Fri. Nov 22nd, 2024

Vince Gill has what feels like hundreds of guitars – some of them identical – on guitar stands in his studio. After losing instruments in the 2010 Nashville flood, Gill didn’t want to take his cherished guitars away. So, he displays them – along with his Grammy Awards – where he can enjoy seeing them every day.

Gills and his wife Amy Grant sat down with the American songwriter recently in the space. Gill said he knew the group made him look like a hoarder, but promised he wasn’t.

“If I told you some of the stories behind some of these gadgets, you’d change your mind about how exaggerated that sounds, because it’s not,” Gill said. “I just love them. I don’t have boats. I don’t have more cars. I don’t have anything else. This is what I love the most as far as a hobby. I play them all, and they all end up on records.

Asking Gil to pick his favorite child was tantamount to asking him to highlight his favorite child. But after some thought, he came up with the 1950 announcer that Jabo Arrington played at the Grand Ole Opry when he was leading Little Jimmy Dickens’ band, The Country Boys.

Arrington died in the 1950s, and the guitar remained under the bed for 60 years. Arrington’s family noticed Gil playing a similar instrument and reached out to him and asked if he wanted to buy it.

1950: The announcer sat under the bed for 60 years

“I said, ‘Well, of course I will,'” Gill said. “So, they came to Aubrey. We met in Aubrey and we made the deal. I paid them, and it was a good amount of money.”

Gill told Dickens that he bought an Arrington guitar, and Dickens wanted to buy it. Gill told him what he paid for it. Dickens said he didn’t want it that much. The family dreamed of seeing the guitar played again at the Opry Theater, and Gil responded. He used the emotional guitar to support Dickens on stage that night. He remembers the family watching and crying. Gill described it as a “beautiful, perfect moment,” but the story doesn’t end there.

When Dickens died, Gill played “Go Rest High On That Mountain” on guitar at the Opry Theater at his funeral.

“I told the story of the guitar and how I got it,” Gill said. “It was Jimmy’s guitarist, Jabo’s guitar, when Jimmy first came to the Opry. I said, ‘This is the guitar he brought here. It should be the guitar that gets him out of here. It was a beautiful moment at the Opry House serving Jimmy.

“Vince, this is Merle Haggard”

When Vince Gill got home, his phone rang. His hero Merle Haggard was on the other end.

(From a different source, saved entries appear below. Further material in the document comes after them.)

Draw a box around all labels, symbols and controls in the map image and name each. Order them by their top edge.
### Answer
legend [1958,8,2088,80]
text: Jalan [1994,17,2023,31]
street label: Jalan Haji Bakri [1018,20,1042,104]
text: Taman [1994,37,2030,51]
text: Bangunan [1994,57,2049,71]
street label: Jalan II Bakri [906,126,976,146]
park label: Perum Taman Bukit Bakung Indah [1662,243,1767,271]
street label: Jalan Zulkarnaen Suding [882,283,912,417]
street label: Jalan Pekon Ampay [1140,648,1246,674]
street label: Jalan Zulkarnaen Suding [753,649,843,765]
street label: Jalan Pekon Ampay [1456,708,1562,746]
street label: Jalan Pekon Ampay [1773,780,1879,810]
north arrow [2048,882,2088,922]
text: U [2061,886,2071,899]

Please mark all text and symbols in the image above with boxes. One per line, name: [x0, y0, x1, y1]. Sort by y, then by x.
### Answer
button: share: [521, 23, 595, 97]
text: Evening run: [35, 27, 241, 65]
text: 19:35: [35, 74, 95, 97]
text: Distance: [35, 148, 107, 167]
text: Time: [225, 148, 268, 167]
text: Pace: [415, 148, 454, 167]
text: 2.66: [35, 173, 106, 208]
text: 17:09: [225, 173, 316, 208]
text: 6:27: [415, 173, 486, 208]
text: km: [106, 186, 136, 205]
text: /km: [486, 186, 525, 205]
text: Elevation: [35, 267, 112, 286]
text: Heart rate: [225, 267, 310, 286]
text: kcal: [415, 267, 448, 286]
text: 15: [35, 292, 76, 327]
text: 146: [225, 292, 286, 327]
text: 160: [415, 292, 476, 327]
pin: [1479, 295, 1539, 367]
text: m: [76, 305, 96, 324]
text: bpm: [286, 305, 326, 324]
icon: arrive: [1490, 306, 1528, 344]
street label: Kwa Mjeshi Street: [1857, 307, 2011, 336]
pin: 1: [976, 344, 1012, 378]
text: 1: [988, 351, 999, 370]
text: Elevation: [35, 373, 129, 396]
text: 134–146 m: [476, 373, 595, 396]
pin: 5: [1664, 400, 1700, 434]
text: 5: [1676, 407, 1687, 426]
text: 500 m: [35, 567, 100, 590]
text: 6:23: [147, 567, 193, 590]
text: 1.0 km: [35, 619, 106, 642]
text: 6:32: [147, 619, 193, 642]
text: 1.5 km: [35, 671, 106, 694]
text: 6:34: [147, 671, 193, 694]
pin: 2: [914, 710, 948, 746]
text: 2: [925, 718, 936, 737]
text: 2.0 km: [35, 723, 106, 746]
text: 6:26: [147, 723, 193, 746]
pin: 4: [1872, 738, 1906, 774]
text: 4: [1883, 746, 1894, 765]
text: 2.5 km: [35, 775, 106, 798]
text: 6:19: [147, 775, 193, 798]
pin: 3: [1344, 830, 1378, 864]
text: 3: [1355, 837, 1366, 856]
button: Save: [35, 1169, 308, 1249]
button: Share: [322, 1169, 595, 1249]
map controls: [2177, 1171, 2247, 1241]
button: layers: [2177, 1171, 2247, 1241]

Gill recalls: “He said, ‘Vince, I’m Merle Haggard. “I said, ‘Well, hello Merle. And he said, ‘Listen, what I watched you do with that guy was unbelievable. This is one of the most beautiful things I’ve ever seen. And he said: I’m not crying, but what you did, I can’t stop crying, I’m not crying. Do you hear me?” He said, “I’m not crying, I can’t stop crying.

Haggard wanted to buy Arrington’s guitar. Gil told him no.

“I told him: ‘You can borrow it anytime you want, but it’s special to me now. “Because of stories like this, people look here and see 12 of the same kind of machines but have no idea what’s behind some of these stories.”

(Photo by Rick Diamond/Getty Images for ACM)

By David Fleshler

david Fleshler covers city and metro news for the Barnesonly Post. He has written for the Boulder Daily Camera and works as a reporter, columnist, and editor for the CU Independent, the student news publication at the University of Colorado-Boulder. His passion is learning about politics and solving problems for readers.